CSS Specificity is something that, until recently, I wasn’t very aware of.
When we start using CSS people talk lots about cascading and inheritance (often interchangeably). CSS inheritance is, briefly, that child elements inherit the styles that are applied to their parent elements. Cascading describes the precedence with which the style rules are applied. What seems to be common knowledge about CSS cascading is that style rules declared later take precedence over earlier rules. Understanding this was enough to let me create stylesheets for simple to medium sites, especially if I did not need to make significant changes to the design later on. But as the sites I’ve been working on have got larger and more complicated I kept running into problems caused by specificity; I vaguely knew that sometimes using “more accurate” selectors made the browsers apply the rule when simply declaring it later on in the stylesheet didn’t.

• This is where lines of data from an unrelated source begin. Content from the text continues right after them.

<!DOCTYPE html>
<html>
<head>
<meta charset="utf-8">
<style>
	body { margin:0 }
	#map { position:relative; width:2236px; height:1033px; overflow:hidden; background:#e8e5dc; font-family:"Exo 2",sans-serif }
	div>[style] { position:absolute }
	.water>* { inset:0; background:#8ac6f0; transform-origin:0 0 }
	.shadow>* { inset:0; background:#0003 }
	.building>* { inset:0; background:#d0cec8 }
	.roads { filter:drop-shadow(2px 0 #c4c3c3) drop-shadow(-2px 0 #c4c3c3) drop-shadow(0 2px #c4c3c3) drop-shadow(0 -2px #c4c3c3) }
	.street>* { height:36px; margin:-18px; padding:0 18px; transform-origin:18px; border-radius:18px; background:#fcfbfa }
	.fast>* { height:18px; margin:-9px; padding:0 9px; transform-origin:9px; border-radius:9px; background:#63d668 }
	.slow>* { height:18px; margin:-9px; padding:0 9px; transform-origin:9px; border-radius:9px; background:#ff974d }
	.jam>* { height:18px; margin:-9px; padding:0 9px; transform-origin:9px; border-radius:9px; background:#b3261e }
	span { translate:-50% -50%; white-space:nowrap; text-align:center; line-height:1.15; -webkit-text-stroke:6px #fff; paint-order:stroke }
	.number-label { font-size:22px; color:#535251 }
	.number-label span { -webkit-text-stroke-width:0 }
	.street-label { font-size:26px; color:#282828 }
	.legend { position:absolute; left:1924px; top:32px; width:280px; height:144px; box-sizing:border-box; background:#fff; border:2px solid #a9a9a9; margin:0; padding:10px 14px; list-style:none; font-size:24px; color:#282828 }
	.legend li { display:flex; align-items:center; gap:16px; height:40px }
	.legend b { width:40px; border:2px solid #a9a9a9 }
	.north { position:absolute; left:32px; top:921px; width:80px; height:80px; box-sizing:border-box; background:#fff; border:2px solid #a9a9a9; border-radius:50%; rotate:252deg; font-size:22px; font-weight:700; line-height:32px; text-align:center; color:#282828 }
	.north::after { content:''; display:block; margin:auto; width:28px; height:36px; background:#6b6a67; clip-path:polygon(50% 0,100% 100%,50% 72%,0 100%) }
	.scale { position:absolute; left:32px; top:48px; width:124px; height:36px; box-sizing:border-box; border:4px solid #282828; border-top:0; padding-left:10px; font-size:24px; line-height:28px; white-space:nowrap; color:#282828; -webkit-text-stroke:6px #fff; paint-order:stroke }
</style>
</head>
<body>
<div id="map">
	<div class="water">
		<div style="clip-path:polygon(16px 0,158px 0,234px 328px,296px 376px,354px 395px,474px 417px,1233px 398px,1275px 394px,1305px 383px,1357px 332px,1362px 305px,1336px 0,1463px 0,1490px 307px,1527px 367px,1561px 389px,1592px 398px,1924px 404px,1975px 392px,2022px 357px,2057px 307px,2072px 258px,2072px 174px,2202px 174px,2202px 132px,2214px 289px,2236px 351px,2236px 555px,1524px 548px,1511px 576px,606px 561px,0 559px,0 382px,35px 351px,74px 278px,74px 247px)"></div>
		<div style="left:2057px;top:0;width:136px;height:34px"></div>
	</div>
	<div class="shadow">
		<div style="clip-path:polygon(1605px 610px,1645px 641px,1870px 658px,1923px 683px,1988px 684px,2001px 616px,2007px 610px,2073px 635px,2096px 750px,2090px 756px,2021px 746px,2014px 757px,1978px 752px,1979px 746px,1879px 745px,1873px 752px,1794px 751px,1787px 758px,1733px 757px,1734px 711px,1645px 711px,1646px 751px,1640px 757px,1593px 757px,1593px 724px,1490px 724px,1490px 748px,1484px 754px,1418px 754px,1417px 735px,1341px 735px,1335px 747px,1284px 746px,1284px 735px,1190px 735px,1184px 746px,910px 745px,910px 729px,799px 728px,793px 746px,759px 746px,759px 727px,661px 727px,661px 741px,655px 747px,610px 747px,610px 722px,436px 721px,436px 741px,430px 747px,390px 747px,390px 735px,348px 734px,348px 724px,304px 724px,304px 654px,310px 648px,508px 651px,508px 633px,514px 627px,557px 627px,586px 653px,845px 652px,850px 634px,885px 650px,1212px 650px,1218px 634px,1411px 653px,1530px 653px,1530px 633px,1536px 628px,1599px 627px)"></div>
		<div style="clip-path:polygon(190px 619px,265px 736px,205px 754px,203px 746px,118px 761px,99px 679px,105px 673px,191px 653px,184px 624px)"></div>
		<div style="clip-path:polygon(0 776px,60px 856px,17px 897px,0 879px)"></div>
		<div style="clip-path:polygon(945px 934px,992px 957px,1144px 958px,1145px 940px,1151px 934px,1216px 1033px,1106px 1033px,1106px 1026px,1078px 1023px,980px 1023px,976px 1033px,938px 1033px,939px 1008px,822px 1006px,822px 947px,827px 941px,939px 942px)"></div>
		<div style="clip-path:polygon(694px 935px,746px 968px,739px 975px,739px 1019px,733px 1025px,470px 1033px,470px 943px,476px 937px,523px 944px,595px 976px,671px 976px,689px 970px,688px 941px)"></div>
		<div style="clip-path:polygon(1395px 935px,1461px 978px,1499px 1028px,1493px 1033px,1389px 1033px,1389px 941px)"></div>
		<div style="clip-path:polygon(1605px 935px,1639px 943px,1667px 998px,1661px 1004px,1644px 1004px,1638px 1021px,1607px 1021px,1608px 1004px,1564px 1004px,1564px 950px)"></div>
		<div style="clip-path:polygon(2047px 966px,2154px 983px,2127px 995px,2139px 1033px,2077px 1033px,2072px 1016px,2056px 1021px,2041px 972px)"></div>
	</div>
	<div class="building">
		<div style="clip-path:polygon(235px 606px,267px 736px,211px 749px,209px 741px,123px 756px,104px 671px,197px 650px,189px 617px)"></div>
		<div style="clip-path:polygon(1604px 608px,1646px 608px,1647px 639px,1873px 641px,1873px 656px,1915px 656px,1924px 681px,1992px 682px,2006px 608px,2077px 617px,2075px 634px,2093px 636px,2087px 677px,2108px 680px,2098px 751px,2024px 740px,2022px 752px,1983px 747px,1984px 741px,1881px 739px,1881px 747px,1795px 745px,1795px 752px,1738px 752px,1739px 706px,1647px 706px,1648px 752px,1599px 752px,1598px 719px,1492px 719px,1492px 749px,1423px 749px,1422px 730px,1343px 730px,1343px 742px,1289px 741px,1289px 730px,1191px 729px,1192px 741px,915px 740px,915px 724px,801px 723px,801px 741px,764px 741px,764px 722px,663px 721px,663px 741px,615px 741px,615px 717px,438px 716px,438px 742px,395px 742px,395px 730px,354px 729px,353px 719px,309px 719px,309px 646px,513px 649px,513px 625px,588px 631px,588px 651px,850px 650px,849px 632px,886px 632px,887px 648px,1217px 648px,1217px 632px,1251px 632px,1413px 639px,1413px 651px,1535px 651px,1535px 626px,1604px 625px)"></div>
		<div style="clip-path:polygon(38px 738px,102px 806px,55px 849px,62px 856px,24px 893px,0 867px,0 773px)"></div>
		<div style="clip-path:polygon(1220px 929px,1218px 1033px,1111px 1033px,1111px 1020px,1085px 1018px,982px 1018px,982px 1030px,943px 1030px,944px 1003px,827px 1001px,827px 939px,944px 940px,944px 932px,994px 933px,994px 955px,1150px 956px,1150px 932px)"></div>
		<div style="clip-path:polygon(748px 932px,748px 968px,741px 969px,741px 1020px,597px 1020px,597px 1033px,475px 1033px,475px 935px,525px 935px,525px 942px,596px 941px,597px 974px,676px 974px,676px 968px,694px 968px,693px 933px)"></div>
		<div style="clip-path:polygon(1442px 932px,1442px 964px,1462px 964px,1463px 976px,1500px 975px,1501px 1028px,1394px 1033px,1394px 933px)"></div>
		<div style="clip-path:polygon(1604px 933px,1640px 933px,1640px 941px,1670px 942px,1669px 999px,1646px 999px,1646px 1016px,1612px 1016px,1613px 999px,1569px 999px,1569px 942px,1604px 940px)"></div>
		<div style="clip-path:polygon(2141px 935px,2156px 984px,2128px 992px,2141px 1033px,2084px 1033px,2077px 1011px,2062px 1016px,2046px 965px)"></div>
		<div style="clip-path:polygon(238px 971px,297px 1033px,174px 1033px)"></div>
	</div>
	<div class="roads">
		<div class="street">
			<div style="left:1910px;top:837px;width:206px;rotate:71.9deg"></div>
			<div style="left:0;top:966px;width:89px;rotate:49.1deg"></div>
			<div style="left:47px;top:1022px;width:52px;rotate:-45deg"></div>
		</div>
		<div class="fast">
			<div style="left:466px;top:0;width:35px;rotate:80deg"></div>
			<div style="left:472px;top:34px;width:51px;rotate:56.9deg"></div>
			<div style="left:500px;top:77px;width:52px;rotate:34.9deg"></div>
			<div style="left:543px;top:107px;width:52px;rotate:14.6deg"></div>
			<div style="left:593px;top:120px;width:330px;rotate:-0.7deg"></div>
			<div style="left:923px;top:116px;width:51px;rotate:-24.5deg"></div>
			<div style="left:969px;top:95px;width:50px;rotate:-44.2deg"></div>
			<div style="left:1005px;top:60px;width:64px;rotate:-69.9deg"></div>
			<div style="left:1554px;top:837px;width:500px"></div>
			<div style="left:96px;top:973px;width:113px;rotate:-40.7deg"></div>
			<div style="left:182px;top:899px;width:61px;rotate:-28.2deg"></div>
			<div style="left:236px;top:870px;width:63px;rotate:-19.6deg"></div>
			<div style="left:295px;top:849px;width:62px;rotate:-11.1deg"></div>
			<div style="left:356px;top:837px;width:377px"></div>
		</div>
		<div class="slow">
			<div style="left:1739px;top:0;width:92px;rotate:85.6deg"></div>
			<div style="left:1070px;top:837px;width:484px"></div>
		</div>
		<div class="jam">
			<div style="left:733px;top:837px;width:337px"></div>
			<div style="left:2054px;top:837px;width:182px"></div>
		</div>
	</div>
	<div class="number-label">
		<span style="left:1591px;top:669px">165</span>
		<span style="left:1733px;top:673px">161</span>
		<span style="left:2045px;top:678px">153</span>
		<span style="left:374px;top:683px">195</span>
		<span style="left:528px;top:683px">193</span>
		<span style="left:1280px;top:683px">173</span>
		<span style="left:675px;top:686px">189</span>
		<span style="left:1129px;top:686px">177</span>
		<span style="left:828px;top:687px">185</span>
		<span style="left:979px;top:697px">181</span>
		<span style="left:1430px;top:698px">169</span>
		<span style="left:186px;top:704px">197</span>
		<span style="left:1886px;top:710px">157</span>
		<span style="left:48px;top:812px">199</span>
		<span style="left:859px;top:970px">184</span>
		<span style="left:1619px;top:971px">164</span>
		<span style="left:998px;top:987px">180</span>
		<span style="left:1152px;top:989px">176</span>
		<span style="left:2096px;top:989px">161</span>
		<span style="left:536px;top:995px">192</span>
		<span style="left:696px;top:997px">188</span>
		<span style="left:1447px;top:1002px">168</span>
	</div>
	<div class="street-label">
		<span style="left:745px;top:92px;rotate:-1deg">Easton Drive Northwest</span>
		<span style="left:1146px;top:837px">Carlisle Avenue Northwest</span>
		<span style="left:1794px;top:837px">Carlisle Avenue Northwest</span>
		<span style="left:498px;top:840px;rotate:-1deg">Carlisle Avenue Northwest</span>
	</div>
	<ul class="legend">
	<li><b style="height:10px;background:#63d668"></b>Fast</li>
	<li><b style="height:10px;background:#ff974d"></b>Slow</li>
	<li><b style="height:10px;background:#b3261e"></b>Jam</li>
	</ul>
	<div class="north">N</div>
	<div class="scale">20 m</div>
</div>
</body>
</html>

The specificity part of CSS’s cascading behaviour states that the rule whose selectors have the greatest value will be applied irrespective of the order in which they are declared. The value of the selector is decided by a relatively complicated (remembering that this is intended to be understood by us designers) rules which approximate to:
adding together the values contained in the rule’s selectors defines the strength of it’s specificity.
So the rule:
ul#menu li.selected a {font-weight:bold}
has a value of 113 (1+100+1+10+1) and the link will be displayed as bold even if I later declare a rule such as
#menu li.selected a {font-weight:normal}
because the later rule has a value of only 112.
Understanding this, first of al, lets me declare style rules in a more predictable way (especially useful when making changes to a site with a short deadline), but secondly, it shows that it’s best practise to use the weakest specificity you can to declare your CSS rules, so that it’s easier to make amendments and exceptions as the site progresses.